The following post by Lois Privor-Dumm, IMBA, Director of Alliances and Information for the PneumoADIP at Johns Hopkins Bloomberg School of Public Health, is part of Disruptive Women’s “The Value of Health: Creating Economic Security in the Developing World” series.
Lois heads up several vaccine projects related to advocacy and communications as well as access and implementation. She is currently working as Director, Large Country Introduction for the Accelerated Vaccine Introduction Technical Assistance Consortium (AVI TAC), a GAVI-funded project with an aim to accelerate introduction of pneumococcal and rotavirus vaccines in low-income countries. Lois has been at Johns Hopkins since 2005 helping guide strategies and accelerated uptake on both the Hib Initiative and PneumoADIP and has been leading projects in developing and donor countries to support strengthening of policies and awareness for childhood pneumonia as part of a global World Pneumonia Day Coalition effort.

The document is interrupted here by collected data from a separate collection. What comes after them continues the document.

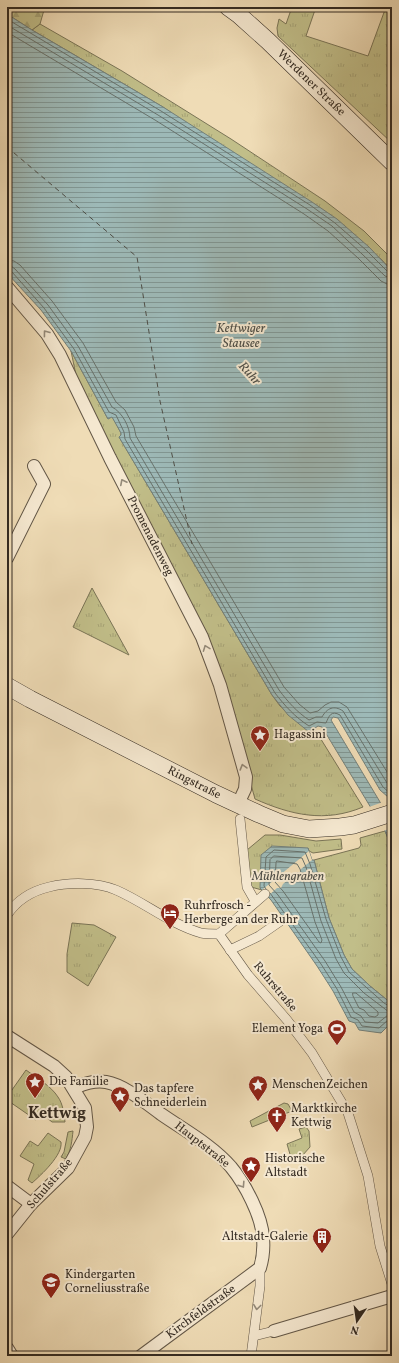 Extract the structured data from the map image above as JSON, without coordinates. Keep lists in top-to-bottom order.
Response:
{
  "streets": {
    "main road": ["Werdener Straße", "Ringstraße"],
    "street": [
      "Promenadenweg",
      "Ruhrstraße",
      "Hauptstraße",
      "Schulstraße",
      "Kirchfeldstraße"
    ]
  },
  "crossings": [
    ["Promenadenweg", "Ringstraße"],
    ["Hauptstraße", "Schulstraße"],
    ["Hauptstraße", "Kirchfeldstraße"]
  ],
  "one_way": ["Promenadenweg", "Hauptstraße"],
  "districts": ["Kettwig"],
  "water": ["Kettwiger Stausee", "Ruhr", "Mühlengraben"],
  "places": {
    "place": [
      "Hagassini",
      "Die Familie",
      "MenschenZeichen",
      "Das tapfere Schneiderlein",
      "Historische Altstadt"
    ],
    "hotel": ["Ruhrfrosch - Herberge an der Ruhr"],
    "sports": ["Element Yoga"],
    "church": ["Marktkirche Kettwig"],
    "building": ["Altstadt-Galerie"],
    "school or university": ["Kindergarten Corneliusstraße"]
  },
  "north": "bottom"
} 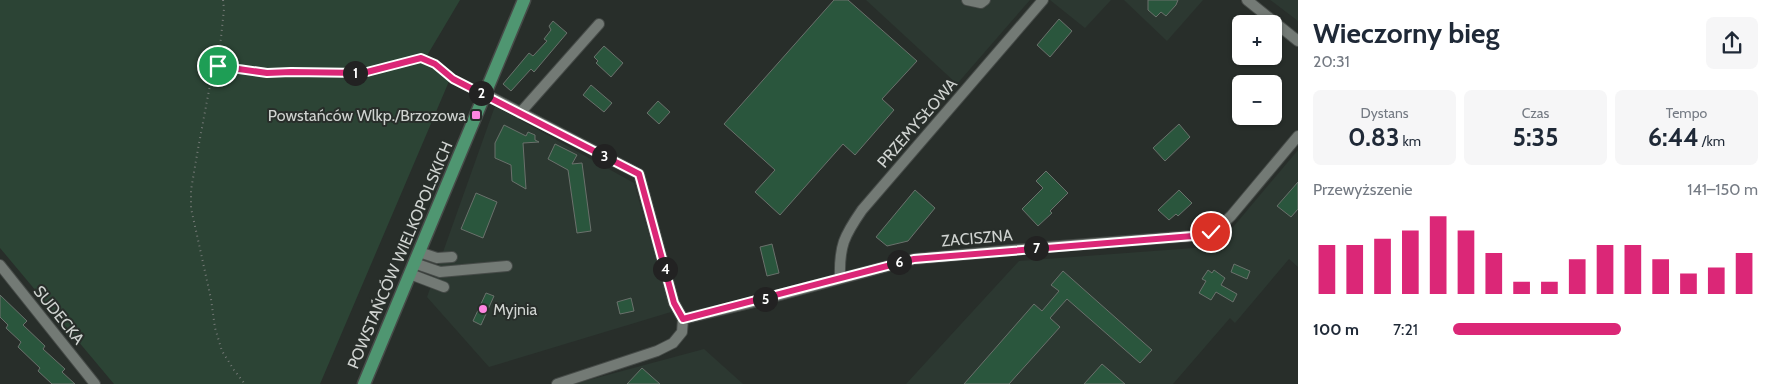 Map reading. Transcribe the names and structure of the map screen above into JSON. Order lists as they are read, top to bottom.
{
  "streets": {
    "main road": ["POWSTAŃCÓW WIELKOPOLSKICH"],
    "street": ["PRZEMYSŁOWA", "ZACISZNA", "SUDECKA"]
  },
  "crossings": [
    ["PRZEMYSŁOWA", "ZACISZNA"]
  ],
  "places": {
    "transit": ["Powstańców Wlkp./Brzozowa"],
    "other": ["Myjnia"]
  },
  "page": {
    "heading": ["Wieczorny bieg", "20:31"],
    "map_buttons": ["+", "−"],
    "pins": [
      "1",
      "2",
      "3",
      "7",
      "6",
      "4",
      "5"
    ],
    "stats": [
      ["Dystans", "0.83 km"],
      ["Czas", "5:35"],
      ["Tempo", "6:44 /km"]
    ],
    "chart": ["Przewyższenie", "141–150 m"],
    "list": [
      {
        "name": "100 m",
        "note": "7:21"
      }
    ]
  }
}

Hib, pneumococcal and rotavirus vaccines that have long been available in the US, offer significant promise to the children in developing countries. Not only could these vaccines, save millions of lives over the course of the next couple of decades, but they also have the potential to add to the wealth of nations. Yet, despite enormous promise, there are still delays 1-2 decades before children in developing countries have access.
Vaccines have long been considered one of the most affordable and cost-effective public health interventions available today. Historically, they have been pennies per dose. According to the World Bank’s Disease Control Priorities Report, at $7 per DALY averted in Sub-Saharan Africa for the Expanded Program on Immunization (EPI), a package of six WHO recommended vaccines including diphtheria, tetanus, pertussis, polio, measles and represents excellent value for money. By comparison, statin with aspirin, beta blocker and ACE inhibitors for ischemic heart disease costs $2,028/DALY averted.
However, with newer vaccines costing not pennies, but dollars per dose, do we need to reestablish our paradigm for affordability?
A recent review of the economic case for expanding vaccination coverage of children done by researchers at Harvard and Johns Hopkins suggests that new vaccines are a good investment. Cost-benefit analyses of Hib vaccination, for example, indicate that the cost of vaccination is less than the savings accrued by preventing mortality, lowering future health care costs, and reducing productivity losses among parents (who no longer have to stay home with a sick child). However, even these analyses may underestimate the true economic benefits of childhood vaccination.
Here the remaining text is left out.